I have come to believe over and over again that what is most important to me must be spoken, made verbal and shared, even at the risk of having it bruised or misunderstood.

—Audre Lorde1

Tyler Perry may be one of the most popular and successful African American playwrights and filmmakers of all time. He surfaced in the late 1990s from the underground theater and music movement that Henry Louis Gates Jr. and others have called the Chitlin Circuit.2 To date, his repertoire of converted plays to films have grossed more than five hundred million dollars. Despite his undeniable popularity with mainstream African American audiences, Perry has become a social and political scapegoat within academic circles for all that is supposedly wrong with black theater, film, and television. Following Audre Lorde's call in the opening epigraph, Perry has spoken what has been important to him—the stories of black women. Even with Perry's dedication and attention to many issues that black women face, his plays, films, and television shows have been largely "bruised and misunderstood" by many black elites. Indeed, a cadre of feminists, black popular critics, and/ or antifeminists, find fault with Perry's works. To be sure, I am not using a broad brush to describe all critic's and/ or feminist's opinions of Perry's work. My intention here is to engage the arguments that animate the extant criticism against the director. As such, this essay engages more ideologically driven accusations that revolve around [End Page 217] his use of race and gender stereotypes, his centering of the heteronormative black church, and the cinematic quality, or lack thereof for some, of his films. I argue that those debates involving his gender stereotypes and black women are particularly problematic because they fail to account for the critical perspectives of his mostly black female and working-class audience and the salient feminist impulses within his work. My chief aims, then, are to situate Perry as an organic black male feminist director and to create a forum that allows us to explore the attraction/repulsion toward Perry within and beyond the black intelligentsia.

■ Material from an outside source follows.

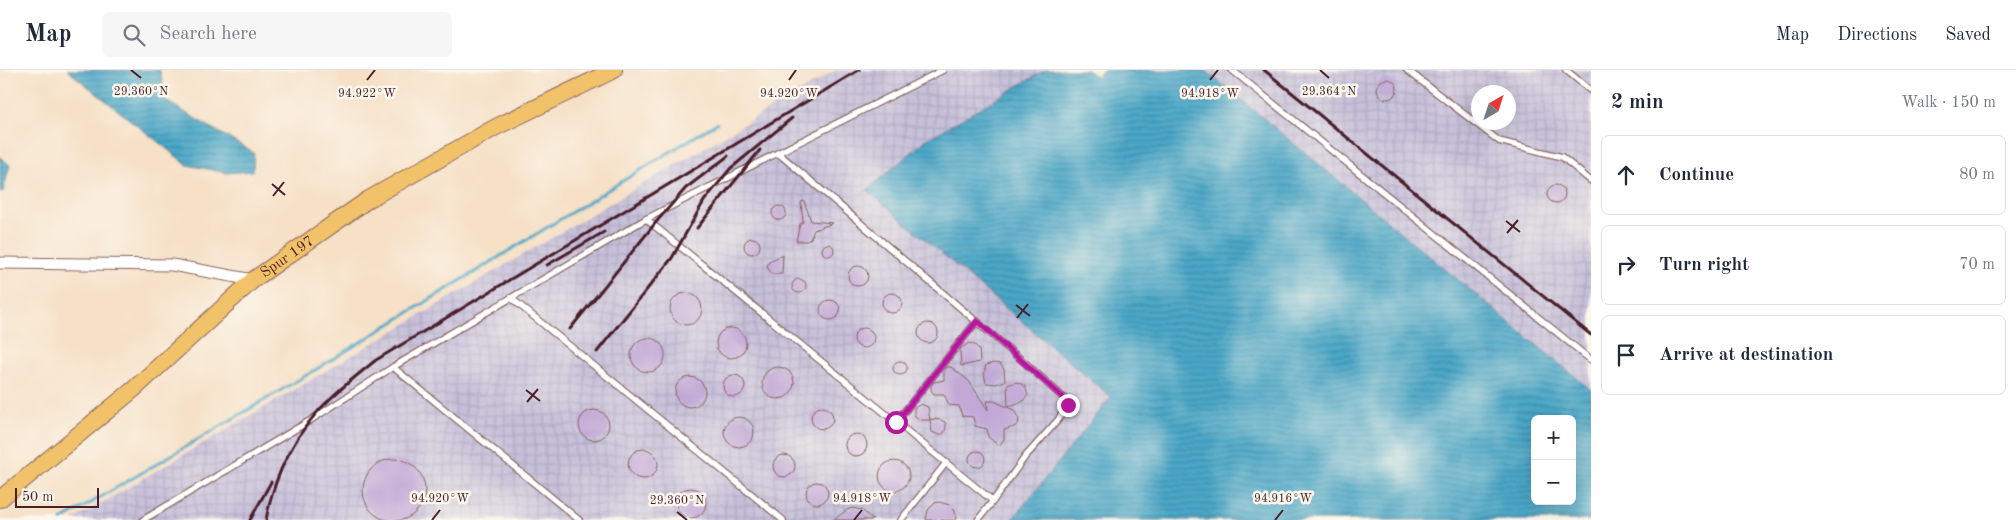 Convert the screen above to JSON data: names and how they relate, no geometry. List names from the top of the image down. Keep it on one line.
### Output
{"streets":{"main road":["Spur 197"]},"scale_bar":"50 m","north":"top right","page":{"header":"Map","search":"Search here","nav":["Map","Directions","Saved"],"heading":["2 min","Walk · 150 m"],"list":[["Continue","80 m"],["Turn right","70 m"],"Arrive at destination"],"map_buttons":["+","−"],"scale":"50 m"},"coordinates":["29.364°N","29.360°N","94.922°W","94.920°W","94.918°W","94.916°W"]}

In this essay, I create a conversation that allows Perry's work to "talk back," in the words of feminist bell hooks, to critics, feminists, and fans. This dialogue is presented in the four-act structure of his many plays in an attempt to performatively mirror the call and response between artists, audiences, and critics. Patricia Hill Collins tells us that dialogue is more effective in creating new knowledge than adversarial debate because the author can be present in the text, not necessarily lost to analysis. Perry's presence in this essay is effective in constructing new knowledge that can help us subvert the overlapping oppressions of race and gender mapped on the bodies of black women. I contend Perry's television shows, plays, and films are situated in the interstitial spaces of feminism. I interrogate how elite black critics' and/or feminists' focus on the seemingly negative imagery in Perry's works obscures the feminist impulses that inform his oeuvre. How does Perry's working-class fan base, predominantly comprised of African American women, suggest a need for black directors to attend to the social, class, religious, and gender barriers that incite many African American women to resist feminist labels?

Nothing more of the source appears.